YOUR ASSIGNMENT |
Repeat every entry in full. Match each line exactly.

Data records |
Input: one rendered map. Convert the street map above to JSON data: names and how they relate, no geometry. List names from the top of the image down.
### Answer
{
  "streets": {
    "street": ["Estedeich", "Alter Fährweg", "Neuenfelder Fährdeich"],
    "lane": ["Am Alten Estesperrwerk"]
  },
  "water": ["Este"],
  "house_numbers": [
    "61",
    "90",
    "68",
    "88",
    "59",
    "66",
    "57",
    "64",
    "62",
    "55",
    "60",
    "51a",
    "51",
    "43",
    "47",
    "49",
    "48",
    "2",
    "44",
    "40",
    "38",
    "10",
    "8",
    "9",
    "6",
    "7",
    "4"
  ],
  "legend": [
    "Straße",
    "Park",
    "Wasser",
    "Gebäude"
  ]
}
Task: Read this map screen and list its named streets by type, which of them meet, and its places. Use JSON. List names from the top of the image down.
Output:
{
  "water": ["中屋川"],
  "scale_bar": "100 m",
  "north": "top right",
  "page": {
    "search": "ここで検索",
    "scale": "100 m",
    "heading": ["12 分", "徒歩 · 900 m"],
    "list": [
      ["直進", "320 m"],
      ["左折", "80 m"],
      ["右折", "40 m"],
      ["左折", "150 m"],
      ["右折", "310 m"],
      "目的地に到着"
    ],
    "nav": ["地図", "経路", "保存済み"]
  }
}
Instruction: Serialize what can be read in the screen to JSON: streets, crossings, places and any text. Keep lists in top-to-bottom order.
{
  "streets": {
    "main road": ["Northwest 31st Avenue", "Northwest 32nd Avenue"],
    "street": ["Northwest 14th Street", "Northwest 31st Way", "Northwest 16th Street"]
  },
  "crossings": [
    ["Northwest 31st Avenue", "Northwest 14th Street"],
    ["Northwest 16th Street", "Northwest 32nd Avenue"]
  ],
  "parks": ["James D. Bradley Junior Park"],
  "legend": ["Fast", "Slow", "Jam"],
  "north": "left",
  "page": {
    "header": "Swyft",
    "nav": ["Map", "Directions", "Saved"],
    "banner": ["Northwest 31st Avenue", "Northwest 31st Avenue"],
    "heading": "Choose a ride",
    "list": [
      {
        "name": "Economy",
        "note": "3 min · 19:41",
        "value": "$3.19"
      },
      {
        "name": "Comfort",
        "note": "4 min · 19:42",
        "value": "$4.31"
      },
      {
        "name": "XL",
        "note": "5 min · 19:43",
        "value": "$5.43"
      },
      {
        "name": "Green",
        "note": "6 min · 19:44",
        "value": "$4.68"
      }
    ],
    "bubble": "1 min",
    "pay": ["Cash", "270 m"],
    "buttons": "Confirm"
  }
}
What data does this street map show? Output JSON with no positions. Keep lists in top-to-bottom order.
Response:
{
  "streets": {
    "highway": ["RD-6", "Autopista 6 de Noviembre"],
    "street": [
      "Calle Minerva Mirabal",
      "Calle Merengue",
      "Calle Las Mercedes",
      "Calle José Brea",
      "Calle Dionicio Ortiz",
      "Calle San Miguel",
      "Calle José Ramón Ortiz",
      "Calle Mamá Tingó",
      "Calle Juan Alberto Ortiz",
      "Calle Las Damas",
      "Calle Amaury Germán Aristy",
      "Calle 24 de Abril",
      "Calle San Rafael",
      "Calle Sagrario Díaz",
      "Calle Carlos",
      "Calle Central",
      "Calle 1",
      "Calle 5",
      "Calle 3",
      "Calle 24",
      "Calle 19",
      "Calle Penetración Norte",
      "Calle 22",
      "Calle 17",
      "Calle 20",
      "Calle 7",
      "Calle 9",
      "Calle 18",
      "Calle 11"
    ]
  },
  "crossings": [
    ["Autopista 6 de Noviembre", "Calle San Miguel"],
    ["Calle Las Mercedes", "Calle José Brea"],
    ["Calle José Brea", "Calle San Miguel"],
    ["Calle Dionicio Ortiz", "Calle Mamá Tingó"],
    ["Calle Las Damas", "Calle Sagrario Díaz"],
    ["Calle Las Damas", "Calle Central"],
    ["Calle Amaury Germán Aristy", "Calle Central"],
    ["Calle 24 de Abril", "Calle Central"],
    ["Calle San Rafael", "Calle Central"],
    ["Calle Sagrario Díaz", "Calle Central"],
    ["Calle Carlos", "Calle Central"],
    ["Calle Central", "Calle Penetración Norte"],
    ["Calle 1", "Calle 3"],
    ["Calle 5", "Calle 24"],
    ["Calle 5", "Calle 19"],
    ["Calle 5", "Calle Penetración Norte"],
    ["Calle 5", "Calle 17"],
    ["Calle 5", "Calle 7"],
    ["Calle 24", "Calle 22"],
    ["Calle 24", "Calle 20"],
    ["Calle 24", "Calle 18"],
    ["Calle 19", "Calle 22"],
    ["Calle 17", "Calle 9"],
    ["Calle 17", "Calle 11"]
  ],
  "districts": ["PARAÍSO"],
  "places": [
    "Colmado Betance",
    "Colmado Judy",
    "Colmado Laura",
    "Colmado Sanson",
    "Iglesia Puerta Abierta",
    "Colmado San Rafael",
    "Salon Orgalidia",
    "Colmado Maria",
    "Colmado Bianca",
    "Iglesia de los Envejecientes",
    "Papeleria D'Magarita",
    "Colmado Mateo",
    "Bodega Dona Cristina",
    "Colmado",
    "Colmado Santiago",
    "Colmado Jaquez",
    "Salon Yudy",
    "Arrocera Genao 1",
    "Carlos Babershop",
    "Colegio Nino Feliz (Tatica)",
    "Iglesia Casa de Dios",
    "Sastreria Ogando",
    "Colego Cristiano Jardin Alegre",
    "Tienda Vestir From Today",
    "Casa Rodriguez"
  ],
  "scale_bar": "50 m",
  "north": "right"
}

RESULT FOR THIS EXERCISE |
Input: one rendered map. Convert the street map above to JSON data: names and how they relate, no geometry. List names from the top of the image down.
### Answer
{
  "streets": {
    "street": ["Estedeich", "Alter Fährweg", "Neuenfelder Fährdeich"],
    "lane": ["Am Alten Estesperrwerk"]
  },
  "water": ["Este"],
  "house_numbers": [
    "61",
    "90",
    "68",
    "88",
    "59",
    "66",
    "57",
    "64",
    "62",
    "55",
    "60",
    "51a",
    "51",
    "43",
    "47",
    "49",
    "48",
    "2",
    "44",
    "40",
    "38",
    "10",
    "8",
    "9",
    "6",
    "7",
    "4"
  ],
  "legend": [
    "Straße",
    "Park",
    "Wasser",
    "Gebäude"
  ]
}
Task: Read this map screen and list its named streets by type, which of them meet, and its places. Use JSON. List names from the top of the image down.
Output:
{
  "water": ["中屋川"],
  "scale_bar": "100 m",
  "north": "top right",
  "page": {
    "search": "ここで検索",
    "scale": "100 m",
    "heading": ["12 分", "徒歩 · 900 m"],
    "list": [
      ["直進", "320 m"],
      ["左折", "80 m"],
      ["右折", "40 m"],
      ["左折", "150 m"],
      ["右折", "310 m"],
      "目的地に到着"
    ],
    "nav": ["地図", "経路", "保存済み"]
  }
}
Instruction: Serialize what can be read in the screen to JSON: streets, crossings, places and any text. Keep lists in top-to-bottom order.
{
  "streets": {
    "main road": ["Northwest 31st Avenue", "Northwest 32nd Avenue"],
    "street": ["Northwest 14th Street", "Northwest 31st Way", "Northwest 16th Street"]
  },
  "crossings": [
    ["Northwest 31st Avenue", "Northwest 14th Street"],
    ["Northwest 16th Street", "Northwest 32nd Avenue"]
  ],
  "parks": ["James D. Bradley Junior Park"],
  "legend": ["Fast", "Slow", "Jam"],
  "north": "left",
  "page": {
    "header": "Swyft",
    "nav": ["Map", "Directions", "Saved"],
    "banner": ["Northwest 31st Avenue", "Northwest 31st Avenue"],
    "heading": "Choose a ride",
    "list": [
      {
        "name": "Economy",
        "note": "3 min · 19:41",
        "value": "$3.19"
      },
      {
        "name": "Comfort",
        "note": "4 min · 19:42",
        "value": "$4.31"
      },
      {
        "name": "XL",
        "note": "5 min · 19:43",
        "value": "$5.43"
      },
      {
        "name": "Green",
        "note": "6 min · 19:44",
        "value": "$4.68"
      }
    ],
    "bubble": "1 min",
    "pay": ["Cash", "270 m"],
    "buttons": "Confirm"
  }
}
What data does this street map show? Output JSON with no positions. Keep lists in top-to-bottom order.
Response:
{
  "streets": {
    "highway": ["RD-6", "Autopista 6 de Noviembre"],
    "street": [
      "Calle Minerva Mirabal",
      "Calle Merengue",
      "Calle Las Mercedes",
      "Calle José Brea",
      "Calle Dionicio Ortiz",
      "Calle San Miguel",
      "Calle José Ramón Ortiz",
      "Calle Mamá Tingó",
      "Calle Juan Alberto Ortiz",
      "Calle Las Damas",
      "Calle Amaury Germán Aristy",
      "Calle 24 de Abril",
      "Calle San Rafael",
      "Calle Sagrario Díaz",
      "Calle Carlos",
      "Calle Central",
      "Calle 1",
      "Calle 5",
      "Calle 3",
      "Calle 24",
      "Calle 19",
      "Calle Penetración Norte",
      "Calle 22",
      "Calle 17",
      "Calle 20",
      "Calle 7",
      "Calle 9",
      "Calle 18",
      "Calle 11"
    ]
  },
  "crossings": [
    ["Autopista 6 de Noviembre", "Calle San Miguel"],
    ["Calle Las Mercedes", "Calle José Brea"],
    ["Calle José Brea", "Calle San Miguel"],
    ["Calle Dionicio Ortiz", "Calle Mamá Tingó"],
    ["Calle Las Damas", "Calle Sagrario Díaz"],
    ["Calle Las Damas", "Calle Central"],
    ["Calle Amaury Germán Aristy", "Calle Central"],
    ["Calle 24 de Abril", "Calle Central"],
    ["Calle San Rafael", "Calle Central"],
    ["Calle Sagrario Díaz", "Calle Central"],
    ["Calle Carlos", "Calle Central"],
    ["Calle Central", "Calle Penetración Norte"],
    ["Calle 1", "Calle 3"],
    ["Calle 5", "Calle 24"],
    ["Calle 5", "Calle 19"],
    ["Calle 5", "Calle Penetración Norte"],
    ["Calle 5", "Calle 17"],
    ["Calle 5", "Calle 7"],
    ["Calle 24", "Calle 22"],
    ["Calle 24", "Calle 20"],
    ["Calle 24", "Calle 18"],
    ["Calle 19", "Calle 22"],
    ["Calle 17", "Calle 9"],
    ["Calle 17", "Calle 11"]
  ],
  "districts": ["PARAÍSO"],
  "places": [
    "Colmado Betance",
    "Colmado Judy",
    "Colmado Laura",
    "Colmado Sanson",
    "Iglesia Puerta Abierta",
    "Colmado San Rafael",
    "Salon Orgalidia",
    "Colmado Maria",
    "Colmado Bianca",
    "Iglesia de los Envejecientes",
    "Papeleria D'Magarita",
    "Colmado Mateo",
    "Bodega Dona Cristina",
    "Colmado",
    "Colmado Santiago",
    "Colmado Jaquez",
    "Salon Yudy",
    "Arrocera Genao 1",
    "Carlos Babershop",
    "Colegio Nino Feliz (Tatica)",
    "Iglesia Casa de Dios",
    "Sastreria Ogando",
    "Colego Cristiano Jardin Alegre",
    "Tienda Vestir From Today",
    "Casa Rodriguez"
  ],
  "scale_bar": "50 m",
  "north": "right"
}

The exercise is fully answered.